Il reste impératif, et les rapporteurs ont parfaitement saisi et intégré cet enjeu, que les missions des infirmiers s’exercent toujours en coordination avec le médecin traitant. Reconnaître les compétences des infirmiers, c’est évidemment dégager du temps médical supplémentaire. Pour ce qui concerne certaines maladies chroniques, par exemple, l’infirmier est tout à fait capable d’assurer le suivi des patients et d’orienter vers le médecin traitant en cas de besoin.

Je souhaite aussi préciser – c’est important – que les soins relationnels, qu’il est légitime de reconnaître parmi les missions des infirmiers, n’ont pas été retirés du texte : ils figurent toujours à l’article 1er, avec les soins préventifs, curatifs et palliatifs.

Je me réjouis de l’adoption, par la commission, de mon amendement, identique à un amendement des rapporteurs et d’autres collègues, ayant pour objet d’affirmer l’importance des sciences infirmières, discipline dans laquelle la France souffre d’un retard préoccupant.

La proposition de loi ouvre également la voie à une revalorisation des actes infirmiers, en prévoyant que l’arrêté fixant la liste des actes et soins qu’ils peuvent réaliser donnera lieu à une négociation sur leur rémunération.

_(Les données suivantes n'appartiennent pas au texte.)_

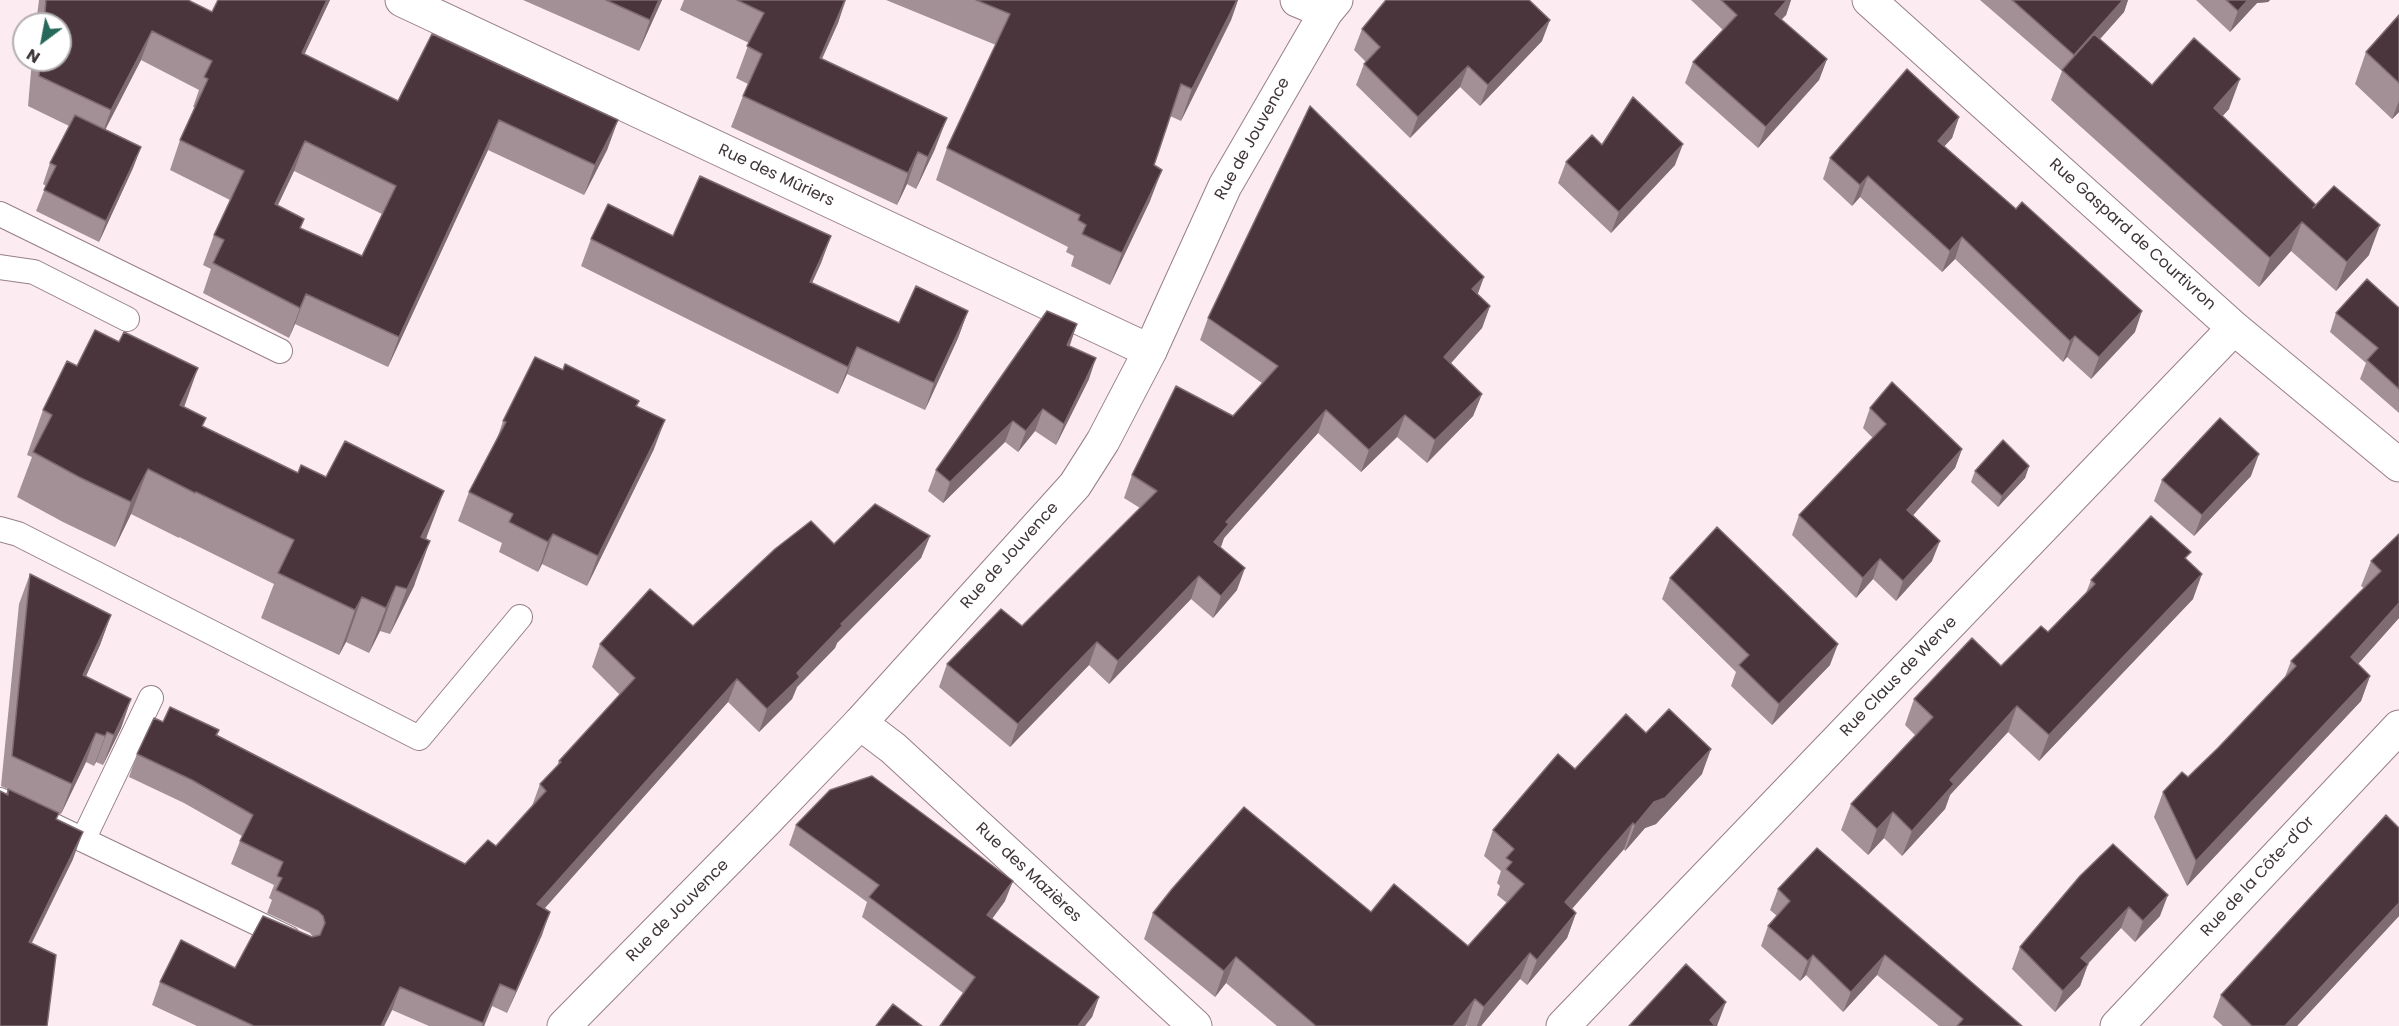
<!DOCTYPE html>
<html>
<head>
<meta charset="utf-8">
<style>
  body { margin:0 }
  #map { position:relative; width:2399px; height:1026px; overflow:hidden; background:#fcebf1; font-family:Poppins,sans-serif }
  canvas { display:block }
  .north { position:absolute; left:12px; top:12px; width:60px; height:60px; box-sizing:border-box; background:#fff; border:2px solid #b2aeaf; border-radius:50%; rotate:212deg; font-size:16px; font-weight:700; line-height:24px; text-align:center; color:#3f3538 }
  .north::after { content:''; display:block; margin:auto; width:21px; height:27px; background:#26695a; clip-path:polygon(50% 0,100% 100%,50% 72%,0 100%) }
</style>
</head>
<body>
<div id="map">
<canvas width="2399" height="1026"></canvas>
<div class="north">N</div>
</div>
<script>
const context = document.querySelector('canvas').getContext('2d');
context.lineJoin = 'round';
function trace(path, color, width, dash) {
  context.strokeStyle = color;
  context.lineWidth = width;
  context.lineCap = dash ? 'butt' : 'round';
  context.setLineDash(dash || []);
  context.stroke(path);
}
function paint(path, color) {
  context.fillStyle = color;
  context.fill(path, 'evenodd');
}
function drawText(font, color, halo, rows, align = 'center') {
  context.font = font + ' Poppins,sans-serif';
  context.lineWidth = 6;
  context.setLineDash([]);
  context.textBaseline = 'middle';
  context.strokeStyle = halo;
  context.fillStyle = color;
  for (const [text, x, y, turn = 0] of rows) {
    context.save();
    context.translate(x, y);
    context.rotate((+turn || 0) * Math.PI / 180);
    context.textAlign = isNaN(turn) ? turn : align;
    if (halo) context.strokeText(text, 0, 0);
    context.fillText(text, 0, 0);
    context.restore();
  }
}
const service = new Path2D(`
  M0 214 280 351
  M0 267 34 272 127 319
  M0 529 18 534 419 738 520 617
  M0 800 288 938
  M83 840 151 698`);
const minor = new Path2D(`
  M402 0 1150 351
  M1297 0 1326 12
  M1869 0 2234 328 2399 465
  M860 723 893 748 1195 1026
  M1563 1026 2234 328
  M2117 1026 2399 727`);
const tertiary = new Path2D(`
  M564 1026 765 822 860 723 1075 485 1103 441 1150 351 1225 186 1326 12 1336 0`);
const wall = new Path2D(`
  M39 0H188L212 12 330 0 304 54 398 101 618 120 607 150 584 195 488 150 388 367 295 324 289 338 203 293 211 269 203 265 214 235 230 200 170 170 180 140 195 107H193L199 90 141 60 105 129 141 147 133 168 99 242 36 211 46 186 43 184 50 163 69 126 28 106 32 60H60V24H36ZM294 171 382 214 362 256 300 228 278 205Z
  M523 0H662L639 51Z
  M684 0H846L838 23 822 59 935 149 916 189 907 184 897 205 731 127 743 96 748 84 736 78 749 43 680 10Z
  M886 0H1238L1231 20 1181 121 1170 116 1154 165 1150 201 1110 285 1071 266 1074 256 1066 252 1068 247 936 180 947 148 996 45Z
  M1691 0H1791L1786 15 1781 19 1827 59 1819 80 1758 148 1685 83 1693 62 1723 30Z
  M1980 0H2128L2124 12 2100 39 2152 85 2229 109 2222 116 2316 205 2369 255 2336 291 2291 251 2259 287 2051 100 2062 71Z
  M2196 0H2270L2268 2 2257 3 2230 32Z
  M2399 15V112L2392 119 2355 84 2366 52Z
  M1362 29 1542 41 1480 106 1460 87 1410 138 1356 85 1364 64 1366 62 1354 50Z
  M1959 117 1952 138 1944 146 2135 332 2091 379 2067 357 2063 362 1955 259 1942 272 1860 197 1852 206 1823 179 1830 158Z
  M1602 145 1675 165 1611 233 1558 183 1566 162Z
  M673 236H831L821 263 812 283 899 323 968 311 958 338 925 410 847 374 838 394 581 266 591 239Z
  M1478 294 1490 306 1482 328 1451 363 1482 394 1473 416 1427 463 1397 437 1361 472 1318 433 1224 538 1220 547 1237 590 1213 618 1191 599 1109 684 1089 665 1010 747 939 687 947 664 1022 626 1140 508 1124 498 1132 475 1233 416 1262 383 1200 340 1208 318Z
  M2399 308V413L2360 379 2366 363 2330 332 2336 313Z
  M1070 346 1089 379 1056 445 1035 431 1018 452 1005 442 943 503 928 491 936 470Z
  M77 366 184 407 203 426 427 536 414 586 390 634 380 631 369 653 346 642 339 655 261 618 274 584 179 537V538L131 514 115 547 63 522 17 497 32 457 27 455 43 410Z
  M637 407 654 449 587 586 542 564 538 572 499 552 502 543 458 521 469 492 497 439 503 421Z
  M1870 408 1962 449 1955 468 1913 515 1932 561 1896 601 1873 579 1856 598 1792 535 1799 515 1873 438 1863 428Z
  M2029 466 2025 478 1998 507 1971 482 1975 471Z
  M2251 476 2194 536 2154 501 2162 480Z
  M2399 534V618L2358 664 2370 676 2361 701 2187 886 2154 817 2163 792 2188 777 2218 748 2285 677 2291 661 2364 588 2361 586 2371 561Z
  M930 536 921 558 837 643 835 648 797 687 792 699 759 732 728 702 544 909 542 935 507 1013 492 1006 484 1026H429L392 1010 384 1026H197L152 1005 160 982 235 968 313 937 310 933 267 913 272 900 269 898 274 885 231 864 242 836 184 803 129 777 137 754 219 730 217 735 465 864 496 846 532 806 540 784 557 767 559 761 620 695 592 667 600 644 693 626 834 544Z
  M2188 561 2193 599 2039 761 2008 732 1950 795 1945 809 1902 856 1884 838 1868 855 1841 830 1851 804 1915 735 1905 725 1914 699 2001 666 2048 632 2086 593 2091 580Z
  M30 574 111 615 100 645 86 676 131 699 121 728 103 765 96 762 94 766 86 762 61 814 41 804 56 819 73 859 32 943 0 1026 6 794 8 789 1 786 19 604Z
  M1670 578 1830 665 1772 725 1731 686 1736 672 1662 599Z
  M1646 733 1702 774 1656 824 1645 828 1625 851 1624 849 1572 909 1576 913 1567 938 1527 985 1520 979 1481 1026H1467L1466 1025 1465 1026H1277L1226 983 1215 997 1144 939 1153 913 1371 912 1468 946 1507 903 1497 895 1500 886 1497 883 1501 871 1484 856 1493 830 1575 769Z
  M796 825 1005 901 992 919 1099 997 1092 1017 963 993 862 917 867 902 789 845Z
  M2080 876 2160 916 2135 942 2121 928 2088 964 2080 986 2055 1012 2012 969 2020 947Z
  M1778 889 2022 1026H1939L1877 975 1843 1012 1806 975 1800 981 1761 946 1768 926 1777 916 1770 910Z
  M2399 916 2297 1026H2223L2213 1017 2221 995Z`);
const shadedWall = new Path2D(`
  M327 0H330L291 83 302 53Z
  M659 0H662L639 51 650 20Z
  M845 0 838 23 808 89 820 58Z
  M1237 0H1238L1231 20 1181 121 1192 89Z
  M1787 0H1791L1786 15 1767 35 1775 14Z
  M2123 0H2128L2124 12 2067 76 2074 55Z
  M2248 0H2270L2268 2 2257 3 2230 32 2238 11Z
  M1550 20 1542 41 1480 106 1488 85Z
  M152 31 141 60 100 140 111 110Z
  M1827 59 1819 80 1758 148 1766 127Z
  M1468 66 1460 87 1410 138 1418 117Z
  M2240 79 2229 109 2203 138 2214 108Z
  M2399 101V112L2392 119Z
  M1959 117 1952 138 1930 162 1938 141Z
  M947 118 935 149 916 189 928 157Z
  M499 120 488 150 388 367 399 337Z
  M618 120 607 150 584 195 595 165Z
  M305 141 294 171 264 234 275 204Z
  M1683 144 1675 165 1611 233 1619 212Z
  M141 147 133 168 99 242 106 221Z
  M918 152 907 184 897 205 908 173Z
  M1162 170 1150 201 1110 285 1122 253Z
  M1868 176 1860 197 1852 206 1860 185Z
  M2302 222 2291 251 2259 287 2270 258Z
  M2380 225 2369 255 2336 291 2347 262Z
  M831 236 821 263 800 309 810 282Z
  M1962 237 1955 259 1942 272 1950 251Z
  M1484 277 1476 299 1472 289Z
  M306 294 295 324 289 338 300 308Z
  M1490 306 1482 328 1436 380 1444 357Z
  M968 311 958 338 925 410 934 383Z
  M2142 311 2135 332 2091 379 2099 357Z
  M1077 324 1070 345 1060 366 1067 345Z
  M2075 336 2067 357 2063 362 2070 341Z
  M857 347 847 374 838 394 848 367Z
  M1096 358 1089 379 1056 445 1064 424Z
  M198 368 182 413 180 405Z
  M1482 394 1473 416 1427 463 1435 440Z
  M1043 409 1035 431 1018 452 1026 431Z
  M1326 410 1318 433 1224 538 1221 547 1206 564 1214 542 1226 522Z
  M1405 415 1397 437 1361 472 1369 450Z
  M665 420 654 449 587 586 598 556Z
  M1013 421 1005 442 943 503 950 482Z
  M1962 449 1955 468 1900 530 1907 510Z
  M2259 454 2251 476 2194 536 2202 515Z
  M2029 466 2025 478 1998 507 2002 496Z
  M148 469 131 514 115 547 131 502Z
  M444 491 427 536 405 582 421 537Z
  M553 534 542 564 538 572 548 542Z
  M930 536 921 558 837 643 835 648 797 687 792 699 759 732 767 709 797 673 841 624Z
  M430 541 414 586 390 634 407 589Z
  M1940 541 1932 561 1896 601 1903 581Z
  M1880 559 1873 579 1856 598 1863 578Z
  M1245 568 1237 590 1213 618 1221 596Z
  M2202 574 2193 599 2039 761 2049 735Z
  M1199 576 1191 599 1109 684 1118 661Z
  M396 586 380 631 369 653 386 608Z
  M362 597 346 642 339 655 355 610Z
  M2399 603V618L2342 682 2351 657Z
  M111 615 100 645 73 705 83 675Z
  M1097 642 1089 665 1010 747 1018 724Z
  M1838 644 1830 665 1772 725 1779 704Z
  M2370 676 2361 701 2187 886 2196 861Z
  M737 679 728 702 528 927 537 904Z
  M131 699 121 728 103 765 114 735Z
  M2017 706 2008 732 1950 795 1945 809 1902 856 1912 831 1950 780Z
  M107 732 96 762 94 766 105 736Z
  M96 733 86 762 61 814 72 784Z
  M1711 749 1702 774 1656 824 1645 828 1625 851 1635 825 1654 802Z
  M1893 812 1884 838 1868 855 1877 829Z
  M1633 823 1624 849 1555 928 1565 902Z
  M83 832 73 859 19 968 29 942Z
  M1013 881 1005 901 980 935 987 915Z
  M2168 895 2160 916 2135 942 2143 921Z
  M2399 903V916L2297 1026H2285Z
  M2129 907 2121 928 2078 974 2088 964 2080 986 2055 1012 2063 991 2081 958Z
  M550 912 542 935 507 1013 516 991Z
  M1576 913 1567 938 1527 985 1537 960Z
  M1530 953 1520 979 1481 1026H1477L1484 1007Z
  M1813 955 1806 975 1800 981 1808 961Z
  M1885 955 1877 975 1843 1012 1851 992Z
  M1236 957 1226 983 1215 997 1224 971Z
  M500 984 492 1006 484 1026H482Z
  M400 987 392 1010 384 1026H381Z
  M1099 997 1092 1017 1085 1026H1078Z
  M1475 999 1466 1025 1465 1026H1453Z
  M1726 1002 1717 1026H1707L1710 1020Z`);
const building = new Path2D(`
  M46 0H188L212 12 218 0H327L302 53 398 101 432 34 618 120 595 165 499 120 399 337 306 294 300 308 213 263 224 240 214 235 244 171 180 140 208 79 204 77 212 61 152 31 111 110 39 76 40 60H60V24H44ZM305 141 396 186 362 256 300 228 304 219 275 204Z
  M606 0H659L650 20Z
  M737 0H845L820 58 947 118 928 157 918 152 908 173 743 96 762 54 747 46 764 13Z
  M976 0H1237L1192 89 1181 84 1154 165 1162 170 1122 253 1082 234 1086 225 1078 220 1080 215 947 148 1010 14Z
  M1386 0H1529L1550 20 1488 85 1468 66 1418 117 1364 64 1380 47 1362 29Z
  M1721 0H1787L1775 14 1827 59 1766 127 1693 62 1737 15Z
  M2012 0H2123L2074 55Z
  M2226 0H2248L2238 11Z
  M2399 15V83L2366 52Z
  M2094 34 2152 85 2194 38 2240 79 2214 108 2316 205 2313 208 2334 186 2380 225 2347 262 2302 222 2270 258 2062 70Z
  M1907 69 1959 117 1938 141 2016 209 2022 202 2142 311 2099 357 2075 336 2070 341 1962 237 1950 251 1868 176 1860 185 1830 158Z
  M1633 97 1683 144 1619 212 1566 162 1592 135 1602 145Z
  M1310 106 1484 277 1472 289 1490 306 1444 357 1482 394 1435 440 1405 415 1369 450 1326 410 1226 522 1229 524 1214 542 1245 568 1221 596 1199 576 1118 661 1097 642 1018 724 947 664 1001 609 1022 626 1157 491 1132 475 1176 386 1233 416 1278 366 1208 318Z
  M75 115 141 147 106 221 44 190 56 166 50 163Z
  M700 176 831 236 810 282 899 323 916 286 968 311 934 383 857 347 848 367 591 239 608 204 673 236Z
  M2367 279 2399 308V389L2367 360 2378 348 2336 313Z
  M1047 311 1077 324 1067 345 1096 358 1064 424 1043 409 1026 431 1013 421 950 482 936 470Z
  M95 330 119 342 124 332 198 368 180 405 206 418 202 426 298 473 301 465 326 477 345 441 444 491 421 537 430 541 407 589 396 586 386 608 362 597 355 610 278 573 294 540 196 492 195 493 148 469 131 502 79 477 33 452 52 415 43 410 67 361 77 366Z
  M535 357 563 370 565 364 639 401 636 406 665 420 598 556 553 534 548 542 509 522 513 514 469 492 506 422 503 421Z
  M1892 382 1962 449 1907 510 1940 541 1903 581 1880 559 1863 578 1799 515 1886 424 1870 408Z
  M2220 418 2259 454 2202 515 2162 480Z
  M2003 440 2029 466 2002 496 1975 471Z
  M875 504 930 536 841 624 843 625 797 673 800 677 767 709 737 679 537 904 550 912 516 991 500 984 483 1023 400 987 381 1026H254L160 982 181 940 235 968 263 916 312 937 320 935 325 923 323 916 318 911 276 890 282 878 277 876 283 862 240 841 253 815 192 780 137 754 154 718 163 722 170 707 219 730 216 735 465 864 488 840 496 846 546 791 540 784 561 762 559 761 635 678 600 644 650 589 693 626 775 549 811 521 834 544Z
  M2151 516 2191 552 2185 558 2202 574 2049 735 2017 706 1950 780 1954 784 1912 831 1893 812 1877 829 1851 804 1933 717 1914 699 1972 638 2001 666 2041 626 2048 632 2095 584 2091 580Z
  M1717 527 1838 644 1779 704 1739 665 1749 655 1670 578Z
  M2399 534V603L2351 657 2370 676 2196 861 2163 792 2182 772 2188 777 2218 748 2296 666 2291 661 2381 571 2371 561Z
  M30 574 111 615 83 675 131 699 114 735 107 732 105 736 96 733 72 784 12 756Z
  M1669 709 1711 749 1665 798 1654 802 1635 825 1633 823 1565 902 1576 913 1537 960 1530 953 1484 1007 1475 999 1453 1026H1316L1236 957 1224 971 1153 913 1172 889 1244 807 1371 912 1394 884 1468 946 1524 884 1506 869 1512 862 1506 858 1514 849 1493 830 1558 754 1575 769 1626 714 1646 733Z
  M872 776 1013 881 987 915 1099 997 1078 1026H940L975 977 869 897 879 885 796 825 830 790Z
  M8 789 59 813 56 819 83 832 29 942 56 955 47 1026H0V791L8 795Z
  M2386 815 2399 828V903L2285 1026H2252L2221 995Z
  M2113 844 2168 895 2143 921 2129 907 2081 958 2088 964 2063 991 2020 947 2080 876Z
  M1817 848 2022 1026H1957L1963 1019 1885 955 1851 992 1813 955 1808 961 1768 926 1790 901 1778 889Z
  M1686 964 1726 1002 1710 1020 1715 1026H1629Z
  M893 1004 922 1026H876Z`);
const streetNames = [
  ["Rue de Jouvence",1253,139,-61],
  ["Rue des Mûriers",776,176,25],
  ["Rue Gaspard de Courtivron",2132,235,42],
  ["Rue de Jouvence",1010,556,-48],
  ["Rue Claus de Werve",1899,677,-46],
  ["Rue des Mazières",1028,873,43],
  ["Rue de la Côte-d'Or",2258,877,-47],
  ["Rue de Jouvence",678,911,-45]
];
trace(service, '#977f87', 26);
trace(minor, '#977f87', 35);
trace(tertiary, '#977f87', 35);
trace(service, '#fff', 24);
trace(minor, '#fff', 33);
trace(tertiary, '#fff', 33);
paint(wall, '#a39097');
paint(shadedWall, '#7f6c73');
paint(building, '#4a353d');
trace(building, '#7f6c73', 1.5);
drawText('16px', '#3f3538', '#fff', streetNames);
</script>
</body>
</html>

Il était temps ! Les actes médicaux infirmiers n’ont pratiquement pas évolué depuis 2009. J’espère que cette mesure trouvera rapidement une traduction concrète, c’est-à-dire, comme cela a été récemment annoncé, avant l’été. Revaloriser les actes permet bien sûr de renforcer l’attractivité d’une profession dont nous avons grandement besoin.

Le texte accorde également davantage de reconnaissance à la pratique avancée, en élargissant les lieux d’exercice de cette pratique aux services de protection maternelle et infantile, à la santé scolaire et à l’aide sociale à l’enfance.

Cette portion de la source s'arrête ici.